There are additional constraints that ensure that the probabilities
of shaping actions in each segment sum to 1 and that the
inventories are correctly tracked across time periods.
[0092] The optimization problem in Eq. (1) may be too large to be
solved directly because the value function is defined for
continuously many states. Instead, the MDP may be solved using
approximate linear programming, which is a version of approximate
dynamic programming. Normal distributions may be approximated by
the Gauss-Hermite quadrature. The shaping decisions are then chosen
greedily with respect to the approximate value function.
[0093] FIG. 2 is a schematic diagram illustrating an approach for
demand shaping optimization in accordance with exemplary
embodiments of the present invention. As described above, a
customer choice model may be generated for predicting, for each
given customer, a likelihood for that customer to be successfully
persuaded to transition from one product to another product for
each possible product pair based on each available shaping action.
The generation and utilization of this customer choice model is
considered to be customer choice analytics 21, and it may be used
to estimate the impact of demand shaping.

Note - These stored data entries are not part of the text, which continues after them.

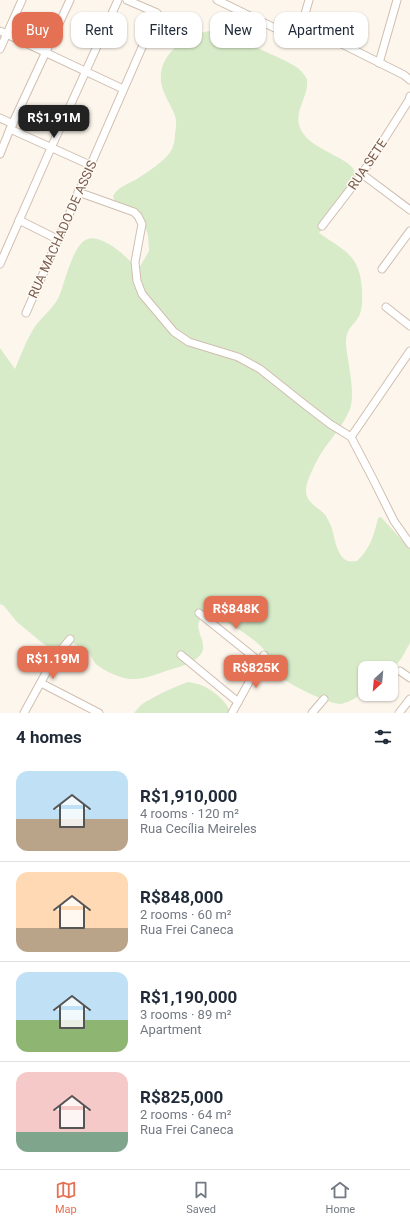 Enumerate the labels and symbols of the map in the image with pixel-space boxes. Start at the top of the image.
pin: R$1.91M [17,105,91,139]
street label: RUA SETE [345,136,390,193]
street label: RUA MACHADO DE ASSIS [25,158,100,300]
pin: R$848K [203,596,269,630]
pin: R$1.19M [16,646,90,680]
pin: R$825K [223,655,289,689]
north arrow [358,661,398,701]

This customer choice
model may be based on various inputs 20, for example, including
historical order data, demand shaping levers and customer
profiles.
[0094] The result of the customer choice analytics 21, for example,
the output of the customer choice model, may be an expression of a
propensity for each customer to switch products, for each product
pair, for each available shaping action 22. These values may be
used by a demand shaping optimizer 24, whose job it may be to find
the optimal shaping actions to take to mitigate the mismatch of
supply and demand to the greatest extent practical. The demand
shaping optimizer 24, in addition to receiving the propensity
information 22, may take various inputs 23 including, for example,
demand statements and forecasts, available demand shaping levers,
and supplier reliability. The demand shaping optimizer 24 may also
utilize various supply commits 26 provided by a supply capability
optimizer 25, which provides various supply planning services.

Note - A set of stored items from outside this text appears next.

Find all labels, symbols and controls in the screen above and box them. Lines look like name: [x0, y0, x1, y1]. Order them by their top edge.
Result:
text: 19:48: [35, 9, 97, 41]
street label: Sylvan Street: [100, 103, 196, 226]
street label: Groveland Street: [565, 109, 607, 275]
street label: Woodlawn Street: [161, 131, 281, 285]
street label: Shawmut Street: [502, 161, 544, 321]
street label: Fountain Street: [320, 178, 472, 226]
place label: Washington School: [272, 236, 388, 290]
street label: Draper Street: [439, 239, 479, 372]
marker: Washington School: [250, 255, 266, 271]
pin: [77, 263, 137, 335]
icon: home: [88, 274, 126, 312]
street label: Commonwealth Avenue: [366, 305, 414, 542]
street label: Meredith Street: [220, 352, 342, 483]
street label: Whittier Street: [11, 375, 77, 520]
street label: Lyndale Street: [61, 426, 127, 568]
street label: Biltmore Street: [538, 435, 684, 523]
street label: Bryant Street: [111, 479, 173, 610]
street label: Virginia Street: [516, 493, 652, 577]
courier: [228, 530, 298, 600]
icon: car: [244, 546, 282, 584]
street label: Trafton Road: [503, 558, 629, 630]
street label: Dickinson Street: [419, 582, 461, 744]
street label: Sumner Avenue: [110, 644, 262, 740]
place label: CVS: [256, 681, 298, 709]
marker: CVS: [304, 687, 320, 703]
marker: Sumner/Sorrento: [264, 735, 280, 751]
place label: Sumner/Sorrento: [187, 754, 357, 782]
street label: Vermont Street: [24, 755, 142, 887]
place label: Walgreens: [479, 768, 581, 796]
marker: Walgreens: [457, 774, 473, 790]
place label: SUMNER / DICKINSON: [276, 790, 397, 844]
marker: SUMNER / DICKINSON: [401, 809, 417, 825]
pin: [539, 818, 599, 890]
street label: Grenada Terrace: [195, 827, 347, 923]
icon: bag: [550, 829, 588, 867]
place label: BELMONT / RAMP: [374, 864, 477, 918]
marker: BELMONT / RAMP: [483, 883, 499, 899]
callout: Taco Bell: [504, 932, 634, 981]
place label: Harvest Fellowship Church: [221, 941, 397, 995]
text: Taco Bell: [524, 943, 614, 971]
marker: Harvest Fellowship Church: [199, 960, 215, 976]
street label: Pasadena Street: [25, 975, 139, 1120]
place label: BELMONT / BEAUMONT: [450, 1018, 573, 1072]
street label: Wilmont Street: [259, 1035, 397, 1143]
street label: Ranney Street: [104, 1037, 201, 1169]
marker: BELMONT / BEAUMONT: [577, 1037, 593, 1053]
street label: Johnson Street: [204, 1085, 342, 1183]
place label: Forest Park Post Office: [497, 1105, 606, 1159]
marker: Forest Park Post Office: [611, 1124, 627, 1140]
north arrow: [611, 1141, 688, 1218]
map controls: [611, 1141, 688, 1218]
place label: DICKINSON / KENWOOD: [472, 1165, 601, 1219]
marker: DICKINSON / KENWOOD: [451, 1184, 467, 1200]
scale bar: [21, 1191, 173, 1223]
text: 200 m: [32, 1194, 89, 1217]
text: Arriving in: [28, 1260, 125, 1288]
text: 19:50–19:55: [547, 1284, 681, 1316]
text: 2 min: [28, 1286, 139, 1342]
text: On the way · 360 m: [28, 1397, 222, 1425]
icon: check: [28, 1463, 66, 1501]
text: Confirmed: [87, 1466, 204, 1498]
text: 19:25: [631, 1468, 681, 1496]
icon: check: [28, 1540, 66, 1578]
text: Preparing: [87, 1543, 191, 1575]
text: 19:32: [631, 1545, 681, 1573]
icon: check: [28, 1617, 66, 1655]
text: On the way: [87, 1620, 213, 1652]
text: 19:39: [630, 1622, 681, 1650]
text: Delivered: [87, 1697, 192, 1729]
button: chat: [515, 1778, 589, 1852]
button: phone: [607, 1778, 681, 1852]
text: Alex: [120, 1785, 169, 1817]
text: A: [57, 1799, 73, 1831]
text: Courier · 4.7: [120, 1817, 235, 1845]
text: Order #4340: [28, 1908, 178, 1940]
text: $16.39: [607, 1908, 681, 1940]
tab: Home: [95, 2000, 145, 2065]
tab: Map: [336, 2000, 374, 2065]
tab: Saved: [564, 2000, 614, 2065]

[0095] The demand shaping optimizer 24 may then solve the
optimization problem to find the optimal demand shaping actions to
best mitigate the mismatch. In so doing, the output 27 of the
demand shaping optimizer 24 may include providing time-phased
shaping action recommendations and forecasted inventory positions
based on following the provided recommendations.
[0096] An example of the above-described approach is summarized
below with reference to FIG. 3, which is a flow chart illustrating
an approach for automatically balancing supply and demand using
demand-shaping action in accordance with exemplary embodiments of
the present invention.
[0097] First, a supply/demand imbalance may be identified (Step
S30). A supply/demand imbalance may be, for example, a condition in
which insufficient end products are on-hand or are otherwise
scheduled to arrive to satisfy anticipated or observed demand. The
cause of the imbalance may be due to a shortage in a component of
the end product, unexpectedly large demand, or other
supply/distribution constraints.
[0098] When an imbalance has been identified, a customer choice
model may be generated (Step S31). As described above, the customer
choice model may predict, for each potential customer or groups
thereof, likelihoods of effective substitutions for each product
pair for each available shaping action. This model may be based on
actual collected data relating to customer choices observed in
commerce. Thus, historical data may be collected (Step S32) prior
to generating the customer choice model (Step S31). The historical
data may include, for example, data pertaining to purchases by
customers based on pricing and shaping actions taken, data
pertaining to supplier reliability, forecast precision, and
precision of the customer choice model. Historical data may also
include, for example, business rules for demand shaping actions and
costs for backlogs, inventory held and production margins.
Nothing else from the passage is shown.